今回の核実験は、日本気象庁観測マグニチュード6.1です。

前回の規模は、M5.3で10キロトンです。前回実験のマグニチュード(リヒター・スケール)との差0.8は、エネルギーにして10^1.5*0.8=10^1.2=15.84倍になります。(グーグル検索バーに式を入れて計算できます。)

単純計算で10キロトン×15.84=158.4キロトンになり米国、ロシアと同等の核爆弾を保有することになります。(広島型核爆弾の約10倍)

ノルウェーの研究機関「NORSAR」の推定では120キロトン

38ノース分析 250キロトン

 韓国気象庁観測5.7 前回実験とのエネルギー差 0.4

 10^1.5*0.4=10^0.6=3.98倍になります。

   単純計算で10キロトン×3.98=39.4キロトン

 米国地質調査所観測6.3   前回実験とのエネルギー差 1.0

   10^1.5*1.0=10^1.5=31.62倍になります。

   単純計算で10キロトン×31.62=316.2キロトン

(※政府推計70キロトン 韓国同様国民に安心感を与える目的で過小に評価しすぎています。後に120キロトンに修正、更に160キロトンに修正、遅すぎ)

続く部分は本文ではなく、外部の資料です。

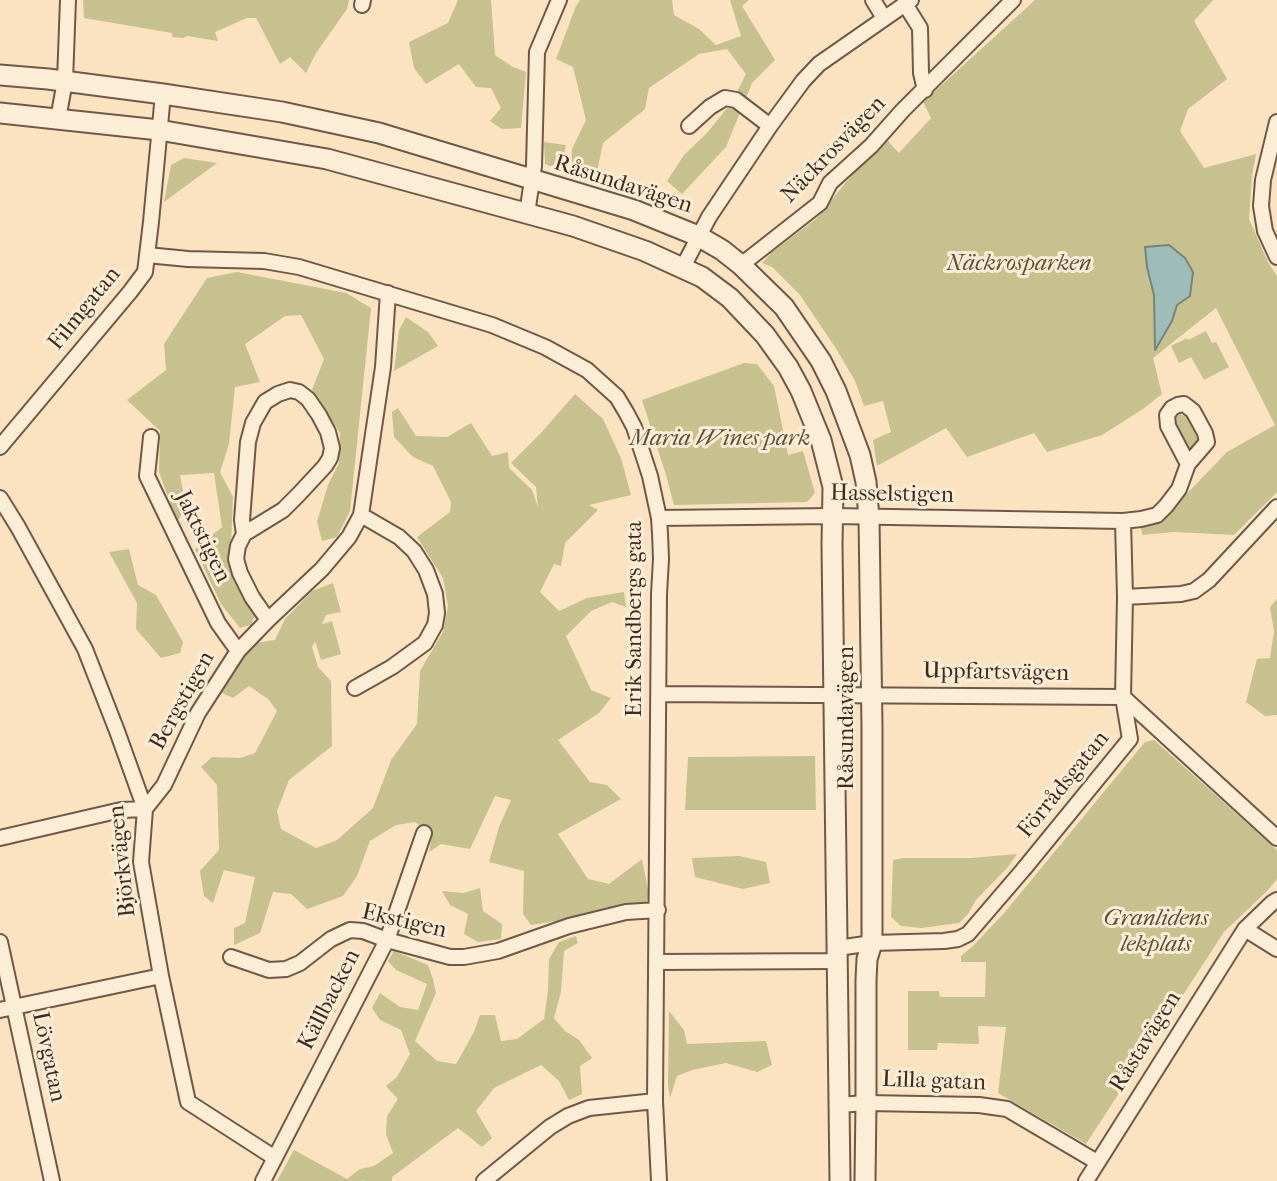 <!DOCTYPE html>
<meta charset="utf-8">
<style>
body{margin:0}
canvas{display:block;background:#fbe3c2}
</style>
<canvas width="1277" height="1181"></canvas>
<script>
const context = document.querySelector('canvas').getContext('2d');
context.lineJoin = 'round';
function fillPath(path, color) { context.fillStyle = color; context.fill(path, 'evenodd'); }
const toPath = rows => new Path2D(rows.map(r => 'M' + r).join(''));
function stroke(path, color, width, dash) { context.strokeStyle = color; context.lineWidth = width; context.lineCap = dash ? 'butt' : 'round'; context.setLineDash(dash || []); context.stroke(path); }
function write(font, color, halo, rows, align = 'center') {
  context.font = font + ' "IM FELL French Canon",serif'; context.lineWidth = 6; context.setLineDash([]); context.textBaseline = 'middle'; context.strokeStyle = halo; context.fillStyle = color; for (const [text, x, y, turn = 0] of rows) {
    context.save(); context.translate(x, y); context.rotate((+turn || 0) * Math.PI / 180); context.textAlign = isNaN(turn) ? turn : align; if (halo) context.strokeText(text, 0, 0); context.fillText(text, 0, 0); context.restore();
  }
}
fillPath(toPath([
 [83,0,349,0,347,9,316,53,306,73,290,57,280,64,256,18,247,18,215,32,218,41,187,36,183,38,172,37,172,33,84,18],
 [458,0,491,0,495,55,513,67,526,72,521,128,502,129,490,121,501,108,491,88,476,87,459,64,426,84,414,68,409,42,448,23],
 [580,0,672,0,674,15,699,29,716,45,741,36,730,0,749,0,742,6,775,60,752,83,726,147,682,194,667,181,684,155,707,133,732,102,746,74,727,49,699,54,649,88,645,109,603,143,597,172,571,166,572,149,586,120,573,67,556,59,576,6],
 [1035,0,1213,0,1194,21,1227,79,1188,109,1180,131,1204,168,1256,154,1252,176,1249,219,1268,262,1277,276,1277,492,1234,535,1174,532,1142,535,1141,528,1174,507,1227,452,1275,425,1216,308,1153,358,1162,394,1143,409,1102,435,1047,452,1034,433,967,457,946,428,877,466,873,440,891,432,883,401,864,406,855,381,837,350,800,295,772,267,762,263,771,253,817,218,864,160,887,140,899,153,931,118,923,102],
 [544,142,566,145,561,170,545,164],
 [184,158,217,163,164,202,171,165],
 [237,272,346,293,371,308,350,511,337,537,322,541,317,522,328,485,339,463,340,433,312,390,324,359,301,315,285,316,245,344,260,382,235,387,229,444,220,472,233,497,230,569,255,615,251,625,240,628,221,604,195,549,222,527,214,473,180,475,186,508,177,522,159,472,160,431,127,400,166,370,164,344,207,278],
 [406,317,428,332,438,346,394,371,399,330],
 [1206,331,1212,343,1216,342,1229,367,1204,380,1191,357,1179,363,1171,346,1187,338,1188,340],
 [744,363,757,364,774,386,788,455,803,451,815,493,807,502,674,505,666,475,642,400],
 [575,394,603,419,621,458,631,495,589,505,598,510,565,543,561,566,554,564,540,592,559,611,587,598,624,592,626,607,612,602,591,611,566,636,591,690,611,698,599,713,558,740,590,782,607,785,621,799,558,834,588,879,609,884,642,859,649,895,645,908,531,925,523,914,524,871,489,862,499,827,511,800,495,796,470,849,441,844,429,852,432,836,415,822,396,825,370,841,357,876,343,896,307,909,291,894,273,892,260,933,234,945,234,928,245,923,255,877,224,870,213,903,204,896,200,871,219,850,217,785,201,767,212,757,240,758,255,753,277,711,268,699,249,686,233,698,220,692,249,644,275,640,285,619,312,591,333,583,341,612,326,615,322,624,332,621,341,654,321,660,315,641,312,647,318,667,331,681,332,746,289,780,277,811,281,829,316,848,337,840,373,808,391,760,417,724,420,671,443,632,448,606,443,578,417,537,450,512,451,502,433,466,413,457,394,437,392,412,398,408,416,436,447,437,471,423,492,456,508,452,509,468,532,490,538,507,536,487,511,463,540,434],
 [1180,414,1187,417,1199,442,1189,454,1174,423,1175,418],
 [129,549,138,585,156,595,183,642,180,653,161,658,136,629,137,603,109,552],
 [1277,599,1277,715,1265,716,1246,702,1257,659,1270,658,1274,631,1270,607],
 [1154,740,1277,850,1277,879,1267,891,1224,932,1086,1144,998,1093,1006,1027,978,1026,979,1044,938,1043,937,1050,908,1050,908,991,939,991,940,997,985,997,986,962,961,962,961,956,973,946,1005,912,1145,742],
 [815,756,816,810,685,810,688,757],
 [1017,854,1008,867,976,900,968,914,959,923,921,928,901,926,891,917,893,860,903,858,971,858],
 [739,856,766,862,770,883,743,889,695,877,692,858],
 [480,888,483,911,502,924,501,939,478,942,464,934,468,914,450,905,442,891,464,893],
 [576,936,578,943,564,951,561,992,554,1018,565,1031,579,1040,592,1058,580,1066,582,1094,569,1100,559,1081,541,1065,494,1088,476,1111,492,1138,482,1147,458,1128,392,1177,392,1181,365,1181,364,1180,361,1181,277,1181,294,1150,347,1179,360,1169,374,1166,393,1153,386,1134,387,1116,398,1099,386,1086,397,1077,410,1054,401,1030,380,1020,372,1008,380,993,400,1007,418,1010,427,984,396,970,388,961,394,951,428,965,433,979,436,993,415,1041,437,1061,456,1064,474,1032,480,1015,495,1015,501,1041,517,1039,544,1019,548,990,549,959,559,942],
 [669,1011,684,1030,687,1044,766,1041,772,1065,757,1072,726,1063,692,1070,677,1076,670,1098,668,1085]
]), '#c6c18e');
const water = toPath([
 [1169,245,1185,258,1193,272,1190,296,1177,305,1172,321,1155,350,1154,295,1147,267,1145,247,1169,245]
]);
fillPath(water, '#9fbdb8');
stroke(water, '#79827b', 2);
const minor = toPath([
 [873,0,884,18],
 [905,4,920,28,921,73,925,90],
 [362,5,363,0],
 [58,119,65,81,68,0],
 [1277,122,1263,180,1261,206,1265,231,1277,257],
 [689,126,710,107,725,98,736,100,770,126],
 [527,214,534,166,537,52,559,0],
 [147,255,188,259,264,261,299,267,492,325,545,347,587,370,617,397,626,412,634,427,650,476,659,518,660,533,661,559,659,594,655,1101,659,1181],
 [741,265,820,203,830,183,871,146,903,110,1013,0],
 [682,269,709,217,770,126,803,81,819,64,911,0],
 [151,437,147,476,218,623,238,651],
 [0,447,130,292,145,272,151,222,163,94],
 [0,498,18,527,85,649,117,731,145,809,141,862,161,976,188,1102,275,1158],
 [659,518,833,516,1123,521,1141,519,1157,515,1166,506,1179,489,1188,464,1207,442,1205,433,1193,411,1184,404,1178,405,1172,408,1167,415,1168,426,1188,464],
 [244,534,242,520,248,442,253,423,265,402,278,394,290,390,299,392,308,399,319,415,328,432,332,448,330,458,325,466,299,494,283,510,244,534,238,546,236,559,240,573,252,597,268,620],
 [1125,597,1181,594,1194,591,1209,580,1277,507],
 [355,688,392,667,425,643,435,625,437,613,435,594,426,570,414,551,399,537,361,515],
 [659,694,1123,697,1277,838],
 [145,809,164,785,198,713,238,651,268,620,322,569,349,537,361,515,383,367,388,293],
 [0,838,121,810,145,809],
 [1245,929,1277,949],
 [0,942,52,1181],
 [838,948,872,943,944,941,958,939,968,934,1023,870,1130,739,1123,697,1125,597,1123,521],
 [231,957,269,970,286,969,300,963,331,939,350,930,363,931,387,940,450,957,464,957,498,951,569,926,626,912,658,910],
 [657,962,838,961],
 [0,1010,161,976],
 [839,1105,866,1103,979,1105,1007,1109,1097,1162],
 [263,1181,387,940,424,833],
 [484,1181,550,1127,568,1116,589,1108,655,1101],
 [1086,1181,1245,929,1272,903,1277,900]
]);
const tertiary = toPath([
 [0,75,48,79,163,94,282,112,379,133,634,210,698,236,722,250,741,265,784,307,821,361,836,391,860,455,866,482,869,518,872,728,872,943,867,959,866,980,866,1103,865,1181],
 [0,113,159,130,327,159,573,226,645,251,702,277,730,298,765,335,788,367,801,391,821,440,833,487,832,545,840,1181]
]);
stroke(minor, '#705848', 18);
stroke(tertiary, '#705848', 23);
stroke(minor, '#fcedd7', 14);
stroke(tertiary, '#fcedd7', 19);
write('23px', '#41291f', '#fcedd7', [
 ["Näckrosvägen",834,150,-46],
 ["Råsundavägen",623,185,18],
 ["Filmgatan",85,309,-51],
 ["Hasselstigen",892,495,1],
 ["Jaktstigen",202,537,64],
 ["Erik Sandbergs gata",635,619,-90],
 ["Uppfartsvägen",996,673,1],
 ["Bergstigen",183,701,-61],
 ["Råsundavägen",847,718,-90],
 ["Förrådsgatan",1064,785,-51],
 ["Björkvägen",123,861,-96],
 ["Ekstigen",404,922,13],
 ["Källbacken",330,1000,-63],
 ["Råstavägen",1146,1042,-58],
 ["Lövgatan",48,1057,78],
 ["Lilla gatan",934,1082,2]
]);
write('italic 23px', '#624f3b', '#fcedd7', [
 ["Näckrosparken",1019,264],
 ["Maria Wines park",720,439],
 ["Granlidens",1156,919],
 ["lekplats",1156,945]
]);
</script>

 朝鮮中央通信の報道によりますと、「数十キロトン級から数百キロトン級に至るまで任意に調整できる」核爆弾が製造可能としてますので、核分裂に核融合を加味した水爆製造に成功したということでもあります。小型化した水爆爆弾核弾頭でICBMは現実になりました。

 別の言葉で言えば、小型の戦術核爆弾から大都市を破壊できる戦略大型核爆弾まで自在に生産可能ということです。どのような戦場でも核攻撃できると宣言しているのです。

 米国は時期を完全に失しています。今後も攻撃は無理。形だけの抜け道ありの経済制裁をしたフリで、核開発、ICBMの実験を実質容認して、現状維持が現実的路線です。

補足3

 北朝鮮に私有財産不可侵などと言っても無駄です。武力で財産を奪うのですから、一昔前の帝国主義です。世界警察のいない国家間の紛争は武力で決着をつけようというのですから米国もウカウカできない。世界中の大富豪も金をやるから黙れと言っても聞く耳をもたず右往左往です。一人殺せば殺人ですが、100万人殺せば英雄です。水爆で1000万人殺せば世界歴史に残る英傑になれるのです。金正恩がもはや歴史上の人物であるという所以なのです。

 北朝鮮ではなくともISが水爆を保有すると狂信的カリフが世界歴史上に残る英傑になるのですから、核爆弾は大国という概念を吹き飛ばすもので偉大です。それだけに自己の優位性を確保するために核大国は、核保有は自国以外は断固拒否なのです。

補足4

 プーチン暗殺は、自動反撃システムにより世界人口数十億の殺人と引換です。同様に金正恩暗殺も敵対勢力数千万人の殺人と引換になるのです。米国国民も道連れですから斬首作戦など夢なのです。自分の命と引換では誰でもがまっぴら御免です。マスゴミは正しく報道すべきです。

 北朝鮮指導者暗殺とは、朝鮮統一のために犠牲になった朝鮮英雄の仇をとるという強力な動機付けになります。米国憎しを更に国の英雄の仇で動機付けするのです。しかもその目的は、朝鮮統一という歴史的使命に貢献して戦死することは全朝鮮国民の無情の喜びにもなっています。(どこかISに似ています。)

 よって、戦場での戦いは朝鮮国民の英雄的行為により、熾烈になり、しかも水爆を使用して戦うのですから文明国の兵隊では耐えがたい事態になります。そもそも何のために戦うのか損得勘定を考えるべきです。